Nach einer vorläufigen Vereinbarung vom März 2013 soll der russische Energieriese Gazprom ab 2018 pro Jahr 38 Milliarden Kubikmeter Gas liefern. China hat die Option, auf 60 Milliarden Kubikmeter jährlich zu erhöhen. Das Gas aus Westsibirien soll über eine neu zu bauende Pipeline nach Nordostchina fließen. Der Deal ist auf 30 Jahre angelegt.

China leidet seit langem unter einem Mangel an Erdgas. Die kommunistische Führung hat großes Interesse, mit der relativ sauberen Energiequelle die schmutzige Kohle zu ersetzen und so die grassierende Luftverschmutzung zu bekämpfen. Und obwohl zuletzt US-Finanzminister Jacob Lew seinen Unmut über eine mögliche Aushöhlung der Russland-Sanktionen in Peking vortrug, dürften die Argumente für das vor langem eingefädelte Geschäft in China überwiegen.

„Das ist nichts, was man einfach ausknipsen kann, nur weil die USA wegen der jüngsten Ereignisse verärgert sind“, sagt die Analystin Rachel Calvert von der Beratungsfirma IHS. Andere Experten sehen eine 80-prozentige Wahrscheinlichkeit, dass der Gasvertrag tatsächlich in den nächsten Tagen zustande kommt.

China hat ohnehin deutlich gemacht, dass es die von den USA und Europa verhängten Strafmaßnahmen gegen Russland nicht mitträgt. Diese würden von den USA überschätzt, sagte der stellvertretende Finanzminister Zhu Guangyao nach Lews Gesprächen in Peking.

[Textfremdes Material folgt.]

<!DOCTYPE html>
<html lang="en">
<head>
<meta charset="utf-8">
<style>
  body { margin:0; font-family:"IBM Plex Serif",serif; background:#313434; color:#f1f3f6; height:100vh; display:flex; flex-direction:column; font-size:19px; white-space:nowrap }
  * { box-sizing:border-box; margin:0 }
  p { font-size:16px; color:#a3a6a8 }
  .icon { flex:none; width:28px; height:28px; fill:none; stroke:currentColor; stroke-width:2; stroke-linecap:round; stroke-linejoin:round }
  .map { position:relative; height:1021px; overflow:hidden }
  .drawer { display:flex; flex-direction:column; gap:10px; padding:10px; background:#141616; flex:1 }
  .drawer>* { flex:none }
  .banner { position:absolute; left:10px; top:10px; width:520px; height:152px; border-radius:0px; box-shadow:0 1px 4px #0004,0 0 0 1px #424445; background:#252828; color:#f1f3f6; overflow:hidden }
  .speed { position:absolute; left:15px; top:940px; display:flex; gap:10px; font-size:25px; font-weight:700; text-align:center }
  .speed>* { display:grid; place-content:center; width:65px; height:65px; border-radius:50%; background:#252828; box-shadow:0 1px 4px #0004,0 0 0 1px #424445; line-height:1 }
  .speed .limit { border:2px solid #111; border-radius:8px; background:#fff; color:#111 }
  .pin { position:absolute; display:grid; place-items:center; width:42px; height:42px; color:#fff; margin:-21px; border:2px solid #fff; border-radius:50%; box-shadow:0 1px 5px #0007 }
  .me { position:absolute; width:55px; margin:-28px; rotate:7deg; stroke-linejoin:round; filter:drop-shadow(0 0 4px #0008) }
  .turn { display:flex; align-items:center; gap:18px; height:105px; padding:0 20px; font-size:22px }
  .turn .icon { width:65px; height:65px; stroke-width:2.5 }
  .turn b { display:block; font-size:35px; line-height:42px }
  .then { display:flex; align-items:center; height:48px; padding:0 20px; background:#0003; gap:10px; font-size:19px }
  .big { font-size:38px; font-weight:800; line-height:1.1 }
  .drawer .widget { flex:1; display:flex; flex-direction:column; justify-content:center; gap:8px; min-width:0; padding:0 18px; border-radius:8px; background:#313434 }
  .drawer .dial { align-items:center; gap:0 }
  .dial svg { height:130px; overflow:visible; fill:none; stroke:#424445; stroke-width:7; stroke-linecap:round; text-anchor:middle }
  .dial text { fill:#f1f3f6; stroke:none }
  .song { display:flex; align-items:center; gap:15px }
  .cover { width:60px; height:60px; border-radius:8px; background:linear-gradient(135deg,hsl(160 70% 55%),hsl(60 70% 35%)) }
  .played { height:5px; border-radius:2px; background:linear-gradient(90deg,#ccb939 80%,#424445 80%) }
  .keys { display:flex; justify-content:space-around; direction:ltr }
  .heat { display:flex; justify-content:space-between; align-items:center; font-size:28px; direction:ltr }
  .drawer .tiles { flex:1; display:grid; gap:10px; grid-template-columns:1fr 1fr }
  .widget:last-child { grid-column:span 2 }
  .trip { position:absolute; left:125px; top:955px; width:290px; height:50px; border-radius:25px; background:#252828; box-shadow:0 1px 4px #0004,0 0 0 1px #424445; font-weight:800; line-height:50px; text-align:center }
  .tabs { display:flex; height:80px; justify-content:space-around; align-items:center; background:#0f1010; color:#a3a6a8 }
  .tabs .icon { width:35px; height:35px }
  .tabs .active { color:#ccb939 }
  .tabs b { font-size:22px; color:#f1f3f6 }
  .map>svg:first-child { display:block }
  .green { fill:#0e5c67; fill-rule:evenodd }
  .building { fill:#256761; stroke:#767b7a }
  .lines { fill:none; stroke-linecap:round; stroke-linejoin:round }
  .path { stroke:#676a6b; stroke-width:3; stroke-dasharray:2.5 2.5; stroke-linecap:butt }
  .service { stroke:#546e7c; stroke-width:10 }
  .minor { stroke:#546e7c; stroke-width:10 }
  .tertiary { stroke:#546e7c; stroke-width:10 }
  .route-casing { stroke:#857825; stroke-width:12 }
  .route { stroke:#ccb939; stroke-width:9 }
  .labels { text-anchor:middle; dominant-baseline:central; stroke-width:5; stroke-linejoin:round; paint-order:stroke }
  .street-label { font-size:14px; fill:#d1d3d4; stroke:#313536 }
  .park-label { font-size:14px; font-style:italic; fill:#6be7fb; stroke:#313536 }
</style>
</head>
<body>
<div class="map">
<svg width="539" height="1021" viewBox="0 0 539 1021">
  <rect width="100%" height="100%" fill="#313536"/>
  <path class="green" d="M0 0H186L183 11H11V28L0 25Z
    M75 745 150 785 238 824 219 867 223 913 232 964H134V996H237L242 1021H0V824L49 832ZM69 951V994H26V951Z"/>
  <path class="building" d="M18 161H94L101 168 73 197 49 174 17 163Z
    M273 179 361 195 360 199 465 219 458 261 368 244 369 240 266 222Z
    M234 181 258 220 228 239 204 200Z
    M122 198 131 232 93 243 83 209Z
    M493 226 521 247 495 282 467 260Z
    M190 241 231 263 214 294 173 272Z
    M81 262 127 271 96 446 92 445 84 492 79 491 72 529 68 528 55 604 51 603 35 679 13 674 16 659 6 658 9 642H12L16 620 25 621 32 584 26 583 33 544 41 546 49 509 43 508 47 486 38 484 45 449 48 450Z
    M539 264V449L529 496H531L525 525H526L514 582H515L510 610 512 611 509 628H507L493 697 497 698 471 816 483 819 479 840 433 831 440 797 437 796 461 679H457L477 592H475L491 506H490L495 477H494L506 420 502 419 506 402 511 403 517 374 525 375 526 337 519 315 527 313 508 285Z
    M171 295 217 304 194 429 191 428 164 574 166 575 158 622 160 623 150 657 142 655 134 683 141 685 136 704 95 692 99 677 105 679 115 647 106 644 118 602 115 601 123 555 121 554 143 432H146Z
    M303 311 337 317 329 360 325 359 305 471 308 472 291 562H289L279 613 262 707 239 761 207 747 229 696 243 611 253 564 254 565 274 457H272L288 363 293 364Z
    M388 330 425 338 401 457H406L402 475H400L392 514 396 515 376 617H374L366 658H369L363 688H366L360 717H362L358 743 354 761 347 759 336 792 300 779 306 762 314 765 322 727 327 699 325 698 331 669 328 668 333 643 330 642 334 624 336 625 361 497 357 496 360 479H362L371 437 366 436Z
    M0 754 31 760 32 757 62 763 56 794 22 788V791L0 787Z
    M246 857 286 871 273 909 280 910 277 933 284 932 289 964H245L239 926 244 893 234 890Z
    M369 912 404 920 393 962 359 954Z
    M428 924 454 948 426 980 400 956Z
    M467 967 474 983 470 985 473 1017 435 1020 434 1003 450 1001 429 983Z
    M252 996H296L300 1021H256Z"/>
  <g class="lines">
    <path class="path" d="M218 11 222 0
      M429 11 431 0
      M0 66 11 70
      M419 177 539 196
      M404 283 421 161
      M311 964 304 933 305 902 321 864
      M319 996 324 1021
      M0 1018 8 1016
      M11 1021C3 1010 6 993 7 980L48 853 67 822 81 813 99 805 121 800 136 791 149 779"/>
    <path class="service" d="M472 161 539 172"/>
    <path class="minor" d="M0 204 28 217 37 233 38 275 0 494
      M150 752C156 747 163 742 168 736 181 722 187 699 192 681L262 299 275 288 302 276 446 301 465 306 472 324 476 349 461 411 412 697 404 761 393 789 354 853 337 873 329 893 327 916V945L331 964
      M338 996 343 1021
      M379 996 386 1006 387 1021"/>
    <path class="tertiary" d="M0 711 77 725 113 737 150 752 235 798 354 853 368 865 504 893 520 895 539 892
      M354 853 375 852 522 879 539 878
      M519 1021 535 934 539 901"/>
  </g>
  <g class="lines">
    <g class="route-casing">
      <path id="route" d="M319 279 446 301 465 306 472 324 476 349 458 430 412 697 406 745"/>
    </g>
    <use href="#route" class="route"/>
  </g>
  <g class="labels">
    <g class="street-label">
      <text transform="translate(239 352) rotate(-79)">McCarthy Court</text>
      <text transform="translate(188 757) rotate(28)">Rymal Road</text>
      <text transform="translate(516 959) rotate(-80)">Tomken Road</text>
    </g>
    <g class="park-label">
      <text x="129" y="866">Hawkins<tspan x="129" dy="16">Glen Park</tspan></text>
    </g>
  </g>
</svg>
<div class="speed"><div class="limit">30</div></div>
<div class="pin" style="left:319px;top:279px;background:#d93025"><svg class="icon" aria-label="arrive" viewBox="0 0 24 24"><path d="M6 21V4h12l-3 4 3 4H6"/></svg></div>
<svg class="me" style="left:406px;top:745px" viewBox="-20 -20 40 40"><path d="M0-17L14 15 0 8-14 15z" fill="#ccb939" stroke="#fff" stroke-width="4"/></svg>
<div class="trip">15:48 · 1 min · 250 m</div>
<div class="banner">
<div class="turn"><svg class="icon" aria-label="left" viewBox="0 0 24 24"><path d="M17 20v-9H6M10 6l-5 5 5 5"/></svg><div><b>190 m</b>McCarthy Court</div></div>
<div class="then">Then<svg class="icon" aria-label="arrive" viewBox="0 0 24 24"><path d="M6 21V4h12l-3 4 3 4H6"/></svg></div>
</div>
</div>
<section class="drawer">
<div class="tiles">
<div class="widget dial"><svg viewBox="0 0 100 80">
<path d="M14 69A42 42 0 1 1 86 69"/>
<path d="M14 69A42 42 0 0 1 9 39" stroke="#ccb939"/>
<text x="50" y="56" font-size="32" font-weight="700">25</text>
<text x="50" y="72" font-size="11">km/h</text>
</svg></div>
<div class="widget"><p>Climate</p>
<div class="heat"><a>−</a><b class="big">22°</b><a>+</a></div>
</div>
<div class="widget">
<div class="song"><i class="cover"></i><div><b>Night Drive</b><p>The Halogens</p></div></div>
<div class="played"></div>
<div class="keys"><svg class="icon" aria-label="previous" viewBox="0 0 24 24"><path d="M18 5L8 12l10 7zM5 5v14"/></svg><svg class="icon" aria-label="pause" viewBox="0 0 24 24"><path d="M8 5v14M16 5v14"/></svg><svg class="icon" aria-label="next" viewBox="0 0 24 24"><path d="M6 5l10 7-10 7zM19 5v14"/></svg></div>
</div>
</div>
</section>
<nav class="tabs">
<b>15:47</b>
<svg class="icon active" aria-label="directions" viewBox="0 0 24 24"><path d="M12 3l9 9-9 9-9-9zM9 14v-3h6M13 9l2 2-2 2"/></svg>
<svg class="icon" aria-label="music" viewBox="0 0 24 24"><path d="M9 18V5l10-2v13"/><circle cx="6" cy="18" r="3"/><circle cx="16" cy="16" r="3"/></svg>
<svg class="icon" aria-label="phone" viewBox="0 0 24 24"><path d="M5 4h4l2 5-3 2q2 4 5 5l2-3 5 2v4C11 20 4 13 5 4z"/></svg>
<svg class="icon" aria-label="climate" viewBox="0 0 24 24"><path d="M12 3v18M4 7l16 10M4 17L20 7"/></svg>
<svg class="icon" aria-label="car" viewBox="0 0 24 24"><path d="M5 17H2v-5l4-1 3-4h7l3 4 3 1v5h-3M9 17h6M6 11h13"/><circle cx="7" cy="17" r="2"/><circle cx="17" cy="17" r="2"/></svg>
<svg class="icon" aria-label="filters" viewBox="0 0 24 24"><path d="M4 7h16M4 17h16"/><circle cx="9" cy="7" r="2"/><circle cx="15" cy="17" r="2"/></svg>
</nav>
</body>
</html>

Putins China-Besuch wirft ein Schlaglicht darauf, wie sehr sich die Rolle der beiden Staaten auseinanderentwickelt. China schickt sich an, im nächsten Jahrzehnt die USA als größte Wirtschaftsmacht der Welt zu überholen. Politisch tritt das Land gegenüber seinen Nachbarn immer machtvoller auf.

Dagegen leidet die russische Wirtschaft inzwischen deutlich unter den Folgen des Konflikts mit der Ukraine und mit dem Westen. Die Europäische Zentralbank schätzt, dass seit Ausbruch der Krise 160 Milliarden Euro aus Russland abgeflossen sind. Und hinter diesem Konflikt - so sehen es jedenfalls im Westen viele - steht ja die russische Furcht, in seiner Region an Einfluss zu verlieren.

Mit dem Gasgeschäft könnte Russland seine Beziehungen zu China erheblich festigen. Am Dienstag soll Putin auf einer zweitägigen Sicherheitskonferenz in Shanghai mit dem chinesischen Präsidenten Xi Jinping zusammentreffen.